The moral gravity of the death penalty is measured less by what it does to the executed than by what it does to the executioners. We too must pay its terrible price.
Old Stone Court
Bishops, priests not social agents
While taking care of the poor is one of the Catholic Church’s concerns, it is not the main concern of bishops and priests (“Toledo’s next bishop,” editorial, Nov. 9).
Bishops and priests’ main duty is to preach the word of God. This word encourages lay persons to be involved in social services.
Your editorial notes that Peter Feldmeier of the University of Toledo laments that the moral voice of the church has been compromised.
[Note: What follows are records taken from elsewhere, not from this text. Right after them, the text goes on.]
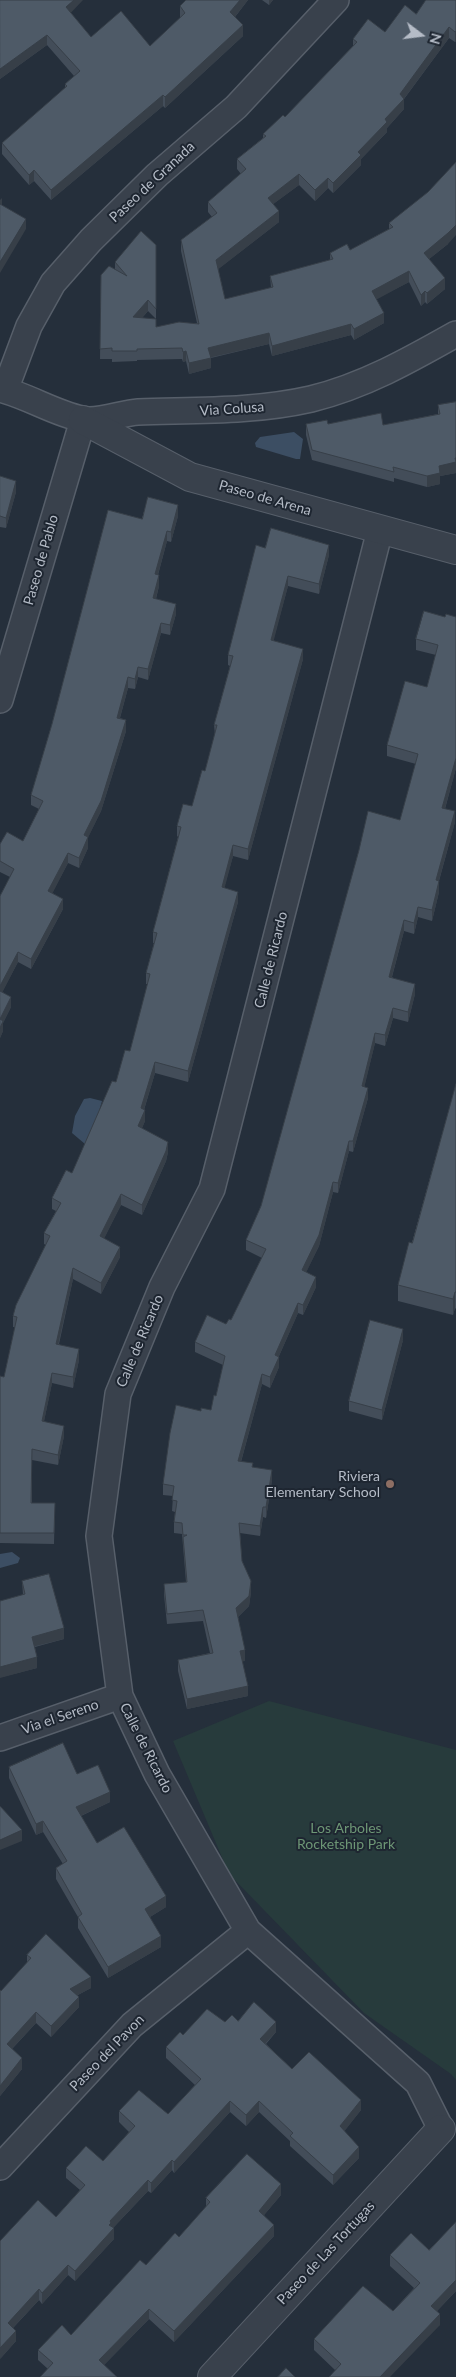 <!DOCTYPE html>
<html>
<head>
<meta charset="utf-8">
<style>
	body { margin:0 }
	#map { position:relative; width:456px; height:2377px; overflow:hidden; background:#252f3b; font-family:Lato,sans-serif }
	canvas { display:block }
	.north { position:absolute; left:396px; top:10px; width:50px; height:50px; -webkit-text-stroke:4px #1e2631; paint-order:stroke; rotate:105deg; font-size:14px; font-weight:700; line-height:20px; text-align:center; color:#b5bcc7 }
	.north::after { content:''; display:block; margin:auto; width:18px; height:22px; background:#b5bcc7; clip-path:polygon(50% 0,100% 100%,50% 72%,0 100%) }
</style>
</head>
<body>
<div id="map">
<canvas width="456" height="2377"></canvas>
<div class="north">N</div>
</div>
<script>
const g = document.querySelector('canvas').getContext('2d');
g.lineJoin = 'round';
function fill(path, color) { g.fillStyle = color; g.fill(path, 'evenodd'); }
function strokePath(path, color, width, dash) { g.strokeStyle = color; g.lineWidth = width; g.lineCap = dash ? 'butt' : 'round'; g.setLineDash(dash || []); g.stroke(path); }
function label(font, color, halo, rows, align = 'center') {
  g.font = font + ' Lato,sans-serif'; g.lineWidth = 4; g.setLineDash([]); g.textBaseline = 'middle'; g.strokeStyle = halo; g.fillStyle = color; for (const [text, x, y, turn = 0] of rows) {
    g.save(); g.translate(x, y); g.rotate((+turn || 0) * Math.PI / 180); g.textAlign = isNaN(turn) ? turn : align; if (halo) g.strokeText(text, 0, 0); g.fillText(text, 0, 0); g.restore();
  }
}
fill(new Path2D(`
	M269 1701 456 1750V2080L451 2074 364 2013 229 1874 173 1741Z`), '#273b3c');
fill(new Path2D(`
	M294 432 303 439 300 459H296L256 447 255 443 260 437Z
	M90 1098 102 1101 92 1136 85 1144 72 1133 75 1116 84 1099Z
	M12 1552 20 1558 18 1563 0 1568V1554Z`), '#3c4e63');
const minor = new Path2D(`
	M0 389C28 396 54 413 82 419 96 423 122 413 138 412 196 410 254 412 311 399 364 386 410 360 456 334
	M5 390 29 326 53 283 91 240 157 175 236 107 336 0
	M380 530 212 1189 162 1287 118 1394 99 1536 120 1696 157 1774 248 1931 418 2083 441 2129
	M0 700 83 420
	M0 1738 120 1696
	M0 2167 132 2025 248 1931`);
const tertiary = new Path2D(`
	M83 420 190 477 456 550
	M212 2377 441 2129`);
strokePath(minor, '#575f6a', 28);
strokePath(tertiary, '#575f6a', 30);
strokePath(minor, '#39414c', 25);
strokePath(tertiary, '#39414c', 28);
fill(new Path2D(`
	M0 0 71 13 91 37 150 46 180 18V6L186 0H248L235 17 243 36 165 108 163 106 51 200 34 181 29 185 2 154V143L65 88V84L74 76 47 45 0 79Z
	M262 0H273L269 5Z
	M456 0V41L455 42 449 38 404 99V109L387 128V132L361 159V165L333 193 328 188 315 201 299 185 273 204 279 222 218 269 225 299 271 288 270 276 330 260V253L350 250 389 229V223L448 244 429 259 445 289 427 304 425 302 421 306 409 282 376 299 384 323 354 340 351 335 272 356 269 344 211 358V368L189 374 186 361 183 362 182 359 137 360V361L112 362V359H100L101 275 115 269V262L156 245V319L148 311 142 318 156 327 197 323 181 251V240L212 217 208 212V202L241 174 237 169V159L263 138V134L285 117 353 46V39L385 32 416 14Z
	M456 402V473L440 476V484L427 487 394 478V482L312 460 306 435V424L383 425 438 414V405Z
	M0 476 16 492 6 528 0 527Z
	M148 497 178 505V516L171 542 167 541 158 575H159V586L156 599 176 604V614L170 635 161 633 148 680 138 677 135 689 128 688 120 718 126 720V731L101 811 88 837V848L79 868 68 863 52 893 63 899V909L31 969 18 962 2 992 11 997V1007L3 1023V1031L0 1038V896L10 877 0 872V844L7 832 23 841 39 809 31 805V795L52 724 108 510 142 519Z
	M265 548 329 555 319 594 288 586 273 641 303 659 248 860 233 856 224 888 238 902 188 1082 155 1073 144 1110 145 1121 142 1128 168 1152 166 1161 142 1215 121 1205 104 1238 120 1257 101 1294 73 1279 59 1344 79 1360 73 1388 52 1383 44 1421 64 1436 58 1465 32 1460V1503H55L54 1544 0 1543V1376L4 1377 15 1327H13V1316L46 1245 44 1244V1233L56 1211 52 1209V1198L72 1173 116 1082 130 1051 148 984H146V973L154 943H153V932L178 837 177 836V826L192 806 205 771 215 735 214 725 230 666 228 665V655Z
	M445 617H456V768L445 809 455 822 439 881V892L432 921 418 917 414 934 404 931 392 977 415 994 408 1022 393 1018 385 1046 375 1043 364 1087 368 1098 353 1152 349 1151 338 1193 333 1192 319 1246 306 1272 316 1287 303 1315 298 1313 279 1356V1367L270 1388 262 1384 241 1462 253 1467 272 1480 266 1518 263 1517 260 1536 240 1533 242 1561 251 1592 249 1606 238 1617 245 1661H242L248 1696 187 1709 178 1671V1660L210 1653 203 1621 167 1624 164 1595V1584L186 1582 182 1534 174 1533V1522L175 1512 172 1511 173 1496 163 1495V1484L201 1411 211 1410 216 1396 223 1365 195 1352V1342L226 1324 231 1320 262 1258 246 1250V1240L261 1206 400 820 416 764 387 756V745L427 687 436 655 416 650V639Z
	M456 1084V1309L455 1308 453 1315 398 1301V1285L412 1243Z
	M403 1340 382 1420 349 1411V1401Z
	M22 1581 64 1639 35 1647 37 1668 2 1677 23 1595Z
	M9 1767 77 1774 110 1802 81 1816 97 1843 166 1907 150 1917 161 1947 108 1978 78 1928V1917L56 1879V1868L63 1864 43 1832 36 1835 9 1778Z
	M27 1955 91 1988 78 1995 79 2007 51 2037 36 2023 12 2049 22 2069 0 2096V1990L1 1991 27 1963Z
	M238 2021 276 2032 266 2044 292 2069 361 2110 344 2131 359 2158 333 2185 290 2146V2141L259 2112 246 2126 230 2112 174 2173 172 2170 151 2193 148 2191 113 2228 114 2239 75 2281 68 2275 42 2304 39 2300 13 2328 16 2341 0 2359 56 2217 80 2190 66 2178V2168L103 2161 129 2132 119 2122V2111L168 2114 195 2085 166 2058V2047L183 2035 225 2022Z
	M281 2195 264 2215 274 2236 174 2342 149 2319 104 2365 48 2369 38 2360V2350L71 2335 146 2265 179 2237 206 2207V2198Z
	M390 2255 456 2291 437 2311 440 2325 335 2370 314 2350V2339L393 2311 414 2288 390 2266Z`), '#434d59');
fill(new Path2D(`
	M74 0H83L66 18V7Z
	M240 0H248L230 23V12Z
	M269 0H273L269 5Z
	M243 25V36L165 108V97Z
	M449 27V38L403 100 404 99V109L387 128V132L361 159V165L333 193V183L385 119 400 94Z
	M456 31V41L455 42V32Z
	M47 35V45L0 79V69Z
	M163 95V106L51 200V190Z
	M34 170V181L29 185V175Z
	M299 174V185L268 208V198Z
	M328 178V188L315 201V190Z
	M2 198V209L0 210V200Z
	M279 211V222L216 271V260Z
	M26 219V229L0 273V262Z
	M456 225V235L448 244 424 263V253Z
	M409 271V282L372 302V291Z
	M445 278V289L427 304V293Z
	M425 291V302L421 306V295Z
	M148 300V311L133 328V317Z
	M384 313V323L354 340V329Z
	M351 324V335L272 356V346Z
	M269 333V344L208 358V348Z
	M186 351V361L183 362V352Z
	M211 358V368L189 374V363Z
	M456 458V473L440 476V484L427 487V476L439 466Z
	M16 481V492L6 528V518Z
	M178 505V516L171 542V532Z
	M167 531V541L155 585V574Z
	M329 545V555L319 594V584Z
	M159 575V586L153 609V598Z
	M288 576V586L271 651V640Z
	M176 604V614L170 635V625Z
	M161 623V633L148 680V669Z
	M303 649V659L248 860V849Z
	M138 667V677L135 689V679Z
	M128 677V688L117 728V718Z
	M126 720V731L101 811 84 846V835Z
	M456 758V768L442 819V808Z
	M455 811V822L436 891V880Z
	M88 837V848L79 868V858Z
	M233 845V856L222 898V887Z
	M68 853V863L48 902V891Z
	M439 881V892L432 921V910Z
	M238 892V902L188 1082V1071Z
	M63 899V909L31 969V959Z
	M418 907V917L414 934V923Z
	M404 920V931L389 987V977Z
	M18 952V962L0 997V986Z
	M415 984V994L408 1022V1012Z
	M11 997V1007L3 1023V1031L0 1038V1019Z
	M393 1008V1018L385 1046V1035Z
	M375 1033V1043L362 1097V1086Z
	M155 1062V1073L141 1119V1108Z
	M368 1088V1098L353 1152V1141Z
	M145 1110V1121L138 1137V1126Z
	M349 1141V1151L338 1193V1183Z
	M168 1142V1152L166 1161 142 1215V1205Z
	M333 1182V1192L319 1246 302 1281V1270Z
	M121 1194V1205L100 1247V1236Z
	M120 1247V1257L101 1294V1283Z
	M73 1268V1279L56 1354V1344Z
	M316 1277V1287L303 1315V1305Z
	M455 1292V1308L453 1315V1299Z
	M298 1303V1313L275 1365V1355Z
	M403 1329V1340L382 1420V1410Z
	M79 1349V1360L73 1388V1377Z
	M279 1357V1367L270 1388V1377Z
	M52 1373V1383L42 1431V1421Z
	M262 1374V1384L238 1472V1461Z
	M64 1426V1436L58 1465V1455Z
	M272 1470V1480L266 1518V1507Z
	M263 1507V1517L260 1536V1526Z
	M251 1581V1592L249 1606 236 1619V1608Z
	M64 1628V1639L32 1647V1637Z
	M245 1650V1661L240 1662V1651Z
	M37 1657V1668L0 1678V1667Z
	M248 1686V1696L187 1709V1699Z
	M110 1792V1802L76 1818V1807Z
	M43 1821V1832L36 1835V1824Z
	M22 1830V1841L0 1850V1840Z
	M166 1896V1907L145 1920V1909Z
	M161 1936V1947L108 1978V1967Z
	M91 1977V1988L70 1999V1989Z
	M79 1997V2007L51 2037V2026Z
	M36 2012V2023L7 2054V2044Z
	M276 2022V2032L260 2049V2039Z
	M22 2058V2069L0 2096V2086Z
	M361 2100V2110L340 2137V2126Z
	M230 2101V2112L174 2173V2162Z
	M259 2101V2112L246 2126V2115Z
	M359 2147V2158L333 2185V2175Z
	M172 2160V2170L151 2193V2183Z
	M148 2180V2191L111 2230 114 2228V2239L75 2281V2271L110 2221Z
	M281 2184V2195L259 2221V2211Z
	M274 2225V2236L174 2342V2331Z
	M68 2265V2275L42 2304V2293Z
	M456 2280V2291L431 2317V2306Z
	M39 2289V2300L8 2333V2323Z
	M149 2309V2319L99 2370V2360Z
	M440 2314V2325L390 2377H380Z
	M16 2331V2341L0 2359V2348Z`), '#373f48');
const building = new Path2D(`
	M0 0H74L66 7 91 37 121 11 150 46 185 13 180 6 186 0H240L230 12 243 25 165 97 163 95 51 190 34 170 29 175 2 143 67 86 65 84 80 71 47 35 0 69Z
	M426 0H456V31L455 32 449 27 400 94 404 99 385 119 387 122 358 152 361 155 333 183 328 178 315 190 299 174 268 198 279 211 216 260 225 299 273 287 270 276 333 259 330 253 347 244 350 250 393 227 389 223 428 192 456 162V225L448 233 424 253 445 278 427 293 425 291 421 295 409 271 372 291 384 313 354 329 351 324 272 346 269 333 208 348 211 358 189 363 186 351 183 352 182 348 137 349V351H112V348L100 349 101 275 109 266 127 276 115 262 141 231 156 245V309L148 300 133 317 156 319V327L179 322 199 324 181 240 217 213 208 202 246 169 237 159 266 136 263 134 283 115 285 117 357 42 353 39 368 19 385 32 405 5 416 14Z
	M0 204 26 219 0 262Z
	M456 402V458H455L456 462 439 466 440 473 427 476 393 467 394 472 312 450 306 424 327 420 328 424 381 413 383 425 440 414 438 405Z
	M0 476 16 481 6 518 0 516Z
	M148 497 178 505 171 532 167 531 155 574 159 575 153 598 176 604 170 625 161 623 148 669 138 667 135 679 128 677 117 718 126 720 101 801 84 835 88 837 79 858 68 853 48 891 63 899 31 959 18 952 0 986V896L14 869 0 861V844L7 832 23 841 43 801 31 795 52 724 108 510 142 519Z
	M271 528 329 545 319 584 288 576 271 640 303 649 248 849 233 845 222 887 238 892 188 1071 155 1062 141 1108 145 1110 138 1126 168 1142 166 1151 142 1205 121 1194 100 1236 120 1247 101 1283 73 1268 56 1344 79 1349 73 1377 52 1373 42 1421 64 1426 58 1455 32 1449 31 1503H55L54 1533H0V1376L4 1377 17 1317 13 1316 16 1305 50 1236 44 1233 61 1203 52 1198 66 1170 72 1173 112 1081 116 1082 125 1050 130 1051 150 974 146 973 157 933 153 932 181 827 177 826 183 804 192 806 202 770 205 771 217 725H214L233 656 228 655 256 545 265 548Z
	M424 611 445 617 446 614 456 617V758L442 808 455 811 436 880 439 881 432 910 418 907 414 923 404 920 389 977 415 984 408 1012 393 1008 385 1035 375 1033 362 1086 368 1088 353 1141H349L338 1183 333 1182 319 1235 302 1270 316 1277 303 1305 298 1303 275 1355 279 1357 270 1377 262 1374 238 1461 253 1463 252 1467 272 1470 266 1507H263L260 1526 239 1523 242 1561 251 1581 249 1596 236 1608 245 1650 240 1651 248 1686 187 1699 178 1660 213 1653 203 1610 167 1614 164 1584 187 1582 183 1537 187 1535H183L182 1523 174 1522 177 1501 172 1500 174 1486 163 1484 170 1433 176 1405 201 1411V1408L211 1410 214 1395 216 1396 225 1356 195 1342 207 1315 226 1324 229 1319 231 1320 266 1249 246 1240 261 1206 359 850 368 811 400 820 418 754 387 745 405 681 427 687 438 645 416 639Z
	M0 991 11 997 0 1019 3 1021 0 1028Z
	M456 1084V1292H455L453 1299 398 1285 409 1242 412 1243Z
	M370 1320 403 1329 382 1410 349 1401Z
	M49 1574 64 1628 32 1637 37 1657 0 1667V1601L25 1594 22 1581Z
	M63 1743 77 1774 98 1765 110 1792 76 1807 97 1843 124 1827 166 1896 145 1909 161 1936 108 1967 78 1917 82 1914 56 1868 67 1861 43 1821 36 1824 9 1767Z
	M0 1806 22 1830 0 1840Z
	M46 1934 91 1977 70 1989 79 1997 51 2026 36 2012 7 2044 22 2058 0 2086V1990L1 1991 31 1958 27 1955Z
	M254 2002 276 2022 260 2039 292 2069 309 2052 361 2100 340 2126 359 2147 333 2175 290 2136 293 2133 259 2101 246 2115 230 2101 174 2162 172 2160 151 2183 148 2180 110 2221 111 2223 109 2225 114 2228 75 2271 68 2265 42 2293 39 2289 8 2323 16 2331 0 2348V2241L38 2200 56 2217 85 2185 66 2168 86 2146 103 2161 135 2126 119 2111 139 2090 168 2114 201 2079 166 2047 180 2032 183 2035 207 2009 225 2022 232 2015 238 2021Z
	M247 2154 281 2184 259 2211 274 2225 174 2331 149 2309 99 2360 117 2377H40L53 2363 38 2350 62 2325 71 2335 140 2260 146 2265 175 2233 179 2237 210 2202 206 2198Z
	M456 2222V2280L431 2306 440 2314 380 2377H329L341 2364 314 2339 363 2286 393 2311 420 2283 390 2255 411 2233 429 2250Z
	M286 2368 295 2377H278Z`);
fill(building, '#4e5a67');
strokePath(building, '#373f48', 1);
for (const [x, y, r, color] of [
	[390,1484,5,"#8d6e63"]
]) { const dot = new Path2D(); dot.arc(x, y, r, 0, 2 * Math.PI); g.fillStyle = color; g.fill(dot); strokePath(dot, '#1e2631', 2); }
label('14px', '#b5bcc7', '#1e2631', [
	["Paseo de Granada",152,182,-43],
	["Via Colusa",232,409,-4],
	["Paseo de Arena",265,498,16],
	["Paseo de Pablo",41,560,-74],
	["Calle de Ricardo",271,960,-76],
	["Calle de Ricardo",140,1341,-67],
	["Via el Sereno",60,1717,-19],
	["Calle de Ricardo",146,1748,63],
	["Paseo del Pavon",107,2053,-46],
	["Paseo de Las Tortugas",326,2253,-47]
]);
label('14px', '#b5bcc7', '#1e2631', [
	["Riviera",380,1476],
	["Elementary School",380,1492]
], 'right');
label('14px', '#6d9675', '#1e2631', [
	["Los Arboles",346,1828],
	["Rocketship Park",346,1844]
]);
</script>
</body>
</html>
Nothing could be further from the truth.
The church warns against the sins of abortion and homosexuality, and the destructive social impact of divorce on families. On the pastoral front, the church offers compassion and forgiveness to those who follow these dangerous practices.
This is not a Vatican control problem; it is part of the responsibility given to bishops and priests in proclaiming the Gospel. To neglect this would be apostasy.
Pastoral bishops few, unfortunately
Some of your readers equate being a good bishop with closing parishes, refusing to consider the impact such actions had on parishioners, leading a witch-hunt against the Leadership Conference of Women Religious, and keeping himself aloof and in love with the trappings of power ("Editorial on Blair off the mark," Readers’ Forum, Nov. 18).
Pope Francis is looking for shepherds of the people who are not in love with the idea of being a bishop. Bishop Leonard Blair always has had his eyes on the corporate prize, and he is not alone. Many of the corporate clergy are in the titular scramble.
I never have understood ring-kissing and insistence on titles. Jesus was not that kind of person, and neither was the Pope’s namesake, St. Francis of Assisi.
Examples of pastoral bishops have been few and far between. Let all of us Catholics pray that the numbers of pastoral bishops increase until they are the norm, not the exception.
New bishop should be inclusive
In response to your Nov. 12 article “Pope’s agent urges new focus for U.S. bishops; Vatican tells conference to make Catholics feel more welcome in church”: I interpret “welcome” to mean inclusive. I hope bishops take the message to heart and mind.